Data for this task START

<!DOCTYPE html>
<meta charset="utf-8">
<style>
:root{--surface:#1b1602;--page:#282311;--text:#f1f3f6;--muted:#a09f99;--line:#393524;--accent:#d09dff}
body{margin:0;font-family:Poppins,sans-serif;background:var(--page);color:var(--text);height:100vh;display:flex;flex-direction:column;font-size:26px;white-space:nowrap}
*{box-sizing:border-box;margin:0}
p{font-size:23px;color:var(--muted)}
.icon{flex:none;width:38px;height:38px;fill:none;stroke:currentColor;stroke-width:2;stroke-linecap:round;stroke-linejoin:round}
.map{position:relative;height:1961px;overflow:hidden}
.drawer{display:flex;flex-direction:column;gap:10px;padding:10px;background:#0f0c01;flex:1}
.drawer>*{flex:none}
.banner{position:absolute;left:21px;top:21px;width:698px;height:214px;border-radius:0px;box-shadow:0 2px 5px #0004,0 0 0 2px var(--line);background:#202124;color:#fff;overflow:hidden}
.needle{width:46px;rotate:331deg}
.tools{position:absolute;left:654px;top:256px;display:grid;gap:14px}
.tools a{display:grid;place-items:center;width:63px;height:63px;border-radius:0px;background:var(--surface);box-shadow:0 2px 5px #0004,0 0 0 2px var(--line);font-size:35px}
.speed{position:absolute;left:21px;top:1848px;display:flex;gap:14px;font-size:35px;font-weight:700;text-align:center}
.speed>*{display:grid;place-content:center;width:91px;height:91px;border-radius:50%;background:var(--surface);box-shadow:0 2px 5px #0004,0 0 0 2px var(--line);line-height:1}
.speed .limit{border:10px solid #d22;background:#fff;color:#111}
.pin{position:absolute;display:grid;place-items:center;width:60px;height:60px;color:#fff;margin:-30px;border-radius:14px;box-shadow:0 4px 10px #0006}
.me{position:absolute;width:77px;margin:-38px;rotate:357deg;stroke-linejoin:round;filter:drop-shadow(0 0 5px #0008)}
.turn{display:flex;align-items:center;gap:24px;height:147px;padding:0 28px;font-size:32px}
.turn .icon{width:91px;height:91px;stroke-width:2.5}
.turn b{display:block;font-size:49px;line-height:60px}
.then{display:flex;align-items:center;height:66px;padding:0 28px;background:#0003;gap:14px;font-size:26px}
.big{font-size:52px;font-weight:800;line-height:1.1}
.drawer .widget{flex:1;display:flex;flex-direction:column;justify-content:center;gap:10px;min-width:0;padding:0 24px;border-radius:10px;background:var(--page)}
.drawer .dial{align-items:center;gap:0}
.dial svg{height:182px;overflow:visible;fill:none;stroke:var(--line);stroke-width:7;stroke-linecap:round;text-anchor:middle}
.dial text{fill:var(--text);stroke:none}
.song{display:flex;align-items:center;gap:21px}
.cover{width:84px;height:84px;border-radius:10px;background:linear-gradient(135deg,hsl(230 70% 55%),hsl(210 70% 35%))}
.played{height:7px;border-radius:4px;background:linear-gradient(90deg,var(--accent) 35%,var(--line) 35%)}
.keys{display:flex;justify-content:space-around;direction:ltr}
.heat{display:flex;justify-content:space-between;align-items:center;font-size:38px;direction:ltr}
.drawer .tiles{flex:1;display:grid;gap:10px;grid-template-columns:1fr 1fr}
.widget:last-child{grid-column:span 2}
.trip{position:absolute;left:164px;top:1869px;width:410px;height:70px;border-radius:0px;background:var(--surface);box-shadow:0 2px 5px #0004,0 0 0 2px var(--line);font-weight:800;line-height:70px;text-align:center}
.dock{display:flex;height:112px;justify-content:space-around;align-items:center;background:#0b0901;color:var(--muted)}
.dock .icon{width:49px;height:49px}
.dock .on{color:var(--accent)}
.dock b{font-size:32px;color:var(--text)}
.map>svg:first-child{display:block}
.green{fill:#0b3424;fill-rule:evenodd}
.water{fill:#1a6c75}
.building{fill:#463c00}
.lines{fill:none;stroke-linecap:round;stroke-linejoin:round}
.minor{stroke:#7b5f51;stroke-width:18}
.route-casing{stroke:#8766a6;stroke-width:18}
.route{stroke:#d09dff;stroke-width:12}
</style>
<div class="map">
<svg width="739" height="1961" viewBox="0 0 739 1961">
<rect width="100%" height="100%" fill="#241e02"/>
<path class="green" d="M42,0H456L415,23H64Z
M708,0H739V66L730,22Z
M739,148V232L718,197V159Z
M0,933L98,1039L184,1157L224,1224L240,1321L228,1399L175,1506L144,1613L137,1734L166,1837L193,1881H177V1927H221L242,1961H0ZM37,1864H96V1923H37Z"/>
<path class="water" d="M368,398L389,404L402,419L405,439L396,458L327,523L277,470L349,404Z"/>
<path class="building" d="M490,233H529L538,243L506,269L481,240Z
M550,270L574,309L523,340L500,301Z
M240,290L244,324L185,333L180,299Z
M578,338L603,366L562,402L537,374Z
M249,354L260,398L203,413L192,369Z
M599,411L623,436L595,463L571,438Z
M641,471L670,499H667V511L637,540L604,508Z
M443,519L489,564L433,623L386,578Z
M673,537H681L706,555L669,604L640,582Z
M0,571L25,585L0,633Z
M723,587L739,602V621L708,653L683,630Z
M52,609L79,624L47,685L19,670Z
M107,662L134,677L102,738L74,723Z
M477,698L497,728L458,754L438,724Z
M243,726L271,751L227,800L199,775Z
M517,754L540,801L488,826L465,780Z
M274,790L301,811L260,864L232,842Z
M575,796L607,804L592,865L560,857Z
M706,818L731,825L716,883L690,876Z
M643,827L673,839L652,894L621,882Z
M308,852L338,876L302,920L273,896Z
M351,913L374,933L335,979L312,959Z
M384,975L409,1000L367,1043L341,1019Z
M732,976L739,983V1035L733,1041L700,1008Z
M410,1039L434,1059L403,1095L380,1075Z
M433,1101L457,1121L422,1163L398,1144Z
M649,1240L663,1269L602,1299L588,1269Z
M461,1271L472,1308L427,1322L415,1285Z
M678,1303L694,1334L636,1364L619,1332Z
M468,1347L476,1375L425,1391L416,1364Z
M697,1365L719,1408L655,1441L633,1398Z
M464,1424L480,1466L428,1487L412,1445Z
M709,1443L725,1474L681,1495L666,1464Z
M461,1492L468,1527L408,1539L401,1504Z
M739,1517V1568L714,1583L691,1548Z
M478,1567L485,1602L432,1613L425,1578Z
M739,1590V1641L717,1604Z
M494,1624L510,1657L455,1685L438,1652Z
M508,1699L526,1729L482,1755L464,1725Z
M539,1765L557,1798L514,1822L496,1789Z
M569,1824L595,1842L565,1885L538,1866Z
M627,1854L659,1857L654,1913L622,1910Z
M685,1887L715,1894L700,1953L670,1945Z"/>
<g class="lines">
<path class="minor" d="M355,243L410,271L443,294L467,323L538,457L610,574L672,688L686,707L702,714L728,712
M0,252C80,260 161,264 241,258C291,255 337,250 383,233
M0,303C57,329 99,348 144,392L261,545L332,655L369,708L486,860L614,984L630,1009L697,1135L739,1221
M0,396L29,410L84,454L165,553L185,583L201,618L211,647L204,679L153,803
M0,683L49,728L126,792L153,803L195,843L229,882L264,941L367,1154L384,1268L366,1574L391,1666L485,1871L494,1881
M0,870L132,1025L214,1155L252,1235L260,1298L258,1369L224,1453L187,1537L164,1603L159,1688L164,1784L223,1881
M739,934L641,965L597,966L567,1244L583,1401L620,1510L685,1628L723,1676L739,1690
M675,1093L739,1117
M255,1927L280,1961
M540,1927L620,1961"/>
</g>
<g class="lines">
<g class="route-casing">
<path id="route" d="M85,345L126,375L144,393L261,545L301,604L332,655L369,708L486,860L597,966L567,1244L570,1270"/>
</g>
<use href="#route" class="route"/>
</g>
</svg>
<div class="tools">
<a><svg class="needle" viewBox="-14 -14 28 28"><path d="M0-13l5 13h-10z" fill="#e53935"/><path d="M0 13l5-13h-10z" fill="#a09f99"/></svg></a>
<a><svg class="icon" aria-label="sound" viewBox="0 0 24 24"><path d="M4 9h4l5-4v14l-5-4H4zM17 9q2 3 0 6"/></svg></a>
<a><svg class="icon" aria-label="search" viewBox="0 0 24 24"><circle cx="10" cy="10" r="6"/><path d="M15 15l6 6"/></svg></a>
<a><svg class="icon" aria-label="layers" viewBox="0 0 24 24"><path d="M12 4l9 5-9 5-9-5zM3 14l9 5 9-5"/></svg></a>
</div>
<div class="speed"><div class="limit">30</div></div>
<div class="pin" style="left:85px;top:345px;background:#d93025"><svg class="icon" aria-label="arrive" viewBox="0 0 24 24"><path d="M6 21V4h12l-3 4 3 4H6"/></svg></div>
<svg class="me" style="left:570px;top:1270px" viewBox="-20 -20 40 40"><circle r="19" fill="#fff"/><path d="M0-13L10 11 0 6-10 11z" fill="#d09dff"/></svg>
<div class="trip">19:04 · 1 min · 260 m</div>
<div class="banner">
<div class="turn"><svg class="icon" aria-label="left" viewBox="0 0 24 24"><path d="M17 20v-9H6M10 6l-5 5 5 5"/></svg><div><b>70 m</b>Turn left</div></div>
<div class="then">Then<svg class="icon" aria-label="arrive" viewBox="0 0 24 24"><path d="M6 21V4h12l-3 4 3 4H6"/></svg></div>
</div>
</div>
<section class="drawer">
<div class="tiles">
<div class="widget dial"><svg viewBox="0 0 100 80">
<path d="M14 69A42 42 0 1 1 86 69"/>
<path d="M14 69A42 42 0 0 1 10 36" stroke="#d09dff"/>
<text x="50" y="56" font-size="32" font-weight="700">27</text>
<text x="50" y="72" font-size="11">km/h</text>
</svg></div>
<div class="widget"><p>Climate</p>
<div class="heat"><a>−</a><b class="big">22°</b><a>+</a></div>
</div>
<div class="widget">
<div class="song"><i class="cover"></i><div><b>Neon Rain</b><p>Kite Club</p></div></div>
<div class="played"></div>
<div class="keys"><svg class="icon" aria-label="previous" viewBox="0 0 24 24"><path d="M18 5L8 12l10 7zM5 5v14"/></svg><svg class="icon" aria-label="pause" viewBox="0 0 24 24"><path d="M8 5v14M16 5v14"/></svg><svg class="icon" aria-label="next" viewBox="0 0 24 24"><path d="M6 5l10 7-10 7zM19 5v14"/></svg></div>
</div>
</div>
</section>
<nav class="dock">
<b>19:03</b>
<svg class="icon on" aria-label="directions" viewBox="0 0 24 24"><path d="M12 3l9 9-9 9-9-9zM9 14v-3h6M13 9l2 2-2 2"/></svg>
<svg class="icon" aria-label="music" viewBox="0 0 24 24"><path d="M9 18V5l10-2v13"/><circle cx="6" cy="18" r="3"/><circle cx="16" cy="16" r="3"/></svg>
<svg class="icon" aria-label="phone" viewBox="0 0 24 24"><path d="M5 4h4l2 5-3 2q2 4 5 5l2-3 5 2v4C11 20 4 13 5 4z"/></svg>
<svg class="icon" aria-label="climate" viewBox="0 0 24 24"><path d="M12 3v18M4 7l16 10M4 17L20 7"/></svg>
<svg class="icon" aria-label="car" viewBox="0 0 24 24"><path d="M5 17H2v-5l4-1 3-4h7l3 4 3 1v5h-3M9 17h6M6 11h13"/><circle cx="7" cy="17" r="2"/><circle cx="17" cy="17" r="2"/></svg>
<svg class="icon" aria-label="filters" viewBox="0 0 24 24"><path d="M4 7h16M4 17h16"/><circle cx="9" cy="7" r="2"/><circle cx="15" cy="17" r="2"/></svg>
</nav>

Data for this task END

-- Task goal --
Throughout the material above, find each line with "gradient" and return it.

-- Response --
.cover{width:84px;height:84px;border-radius:10px;background:linear-gradient(135deg,hsl(230 70% 55%),hsl(210 70% 35%))}
.played{height:7px;border-radius:4px;background:linear-gradient(90deg,var(--accent) 35%,var(--line) 35%)}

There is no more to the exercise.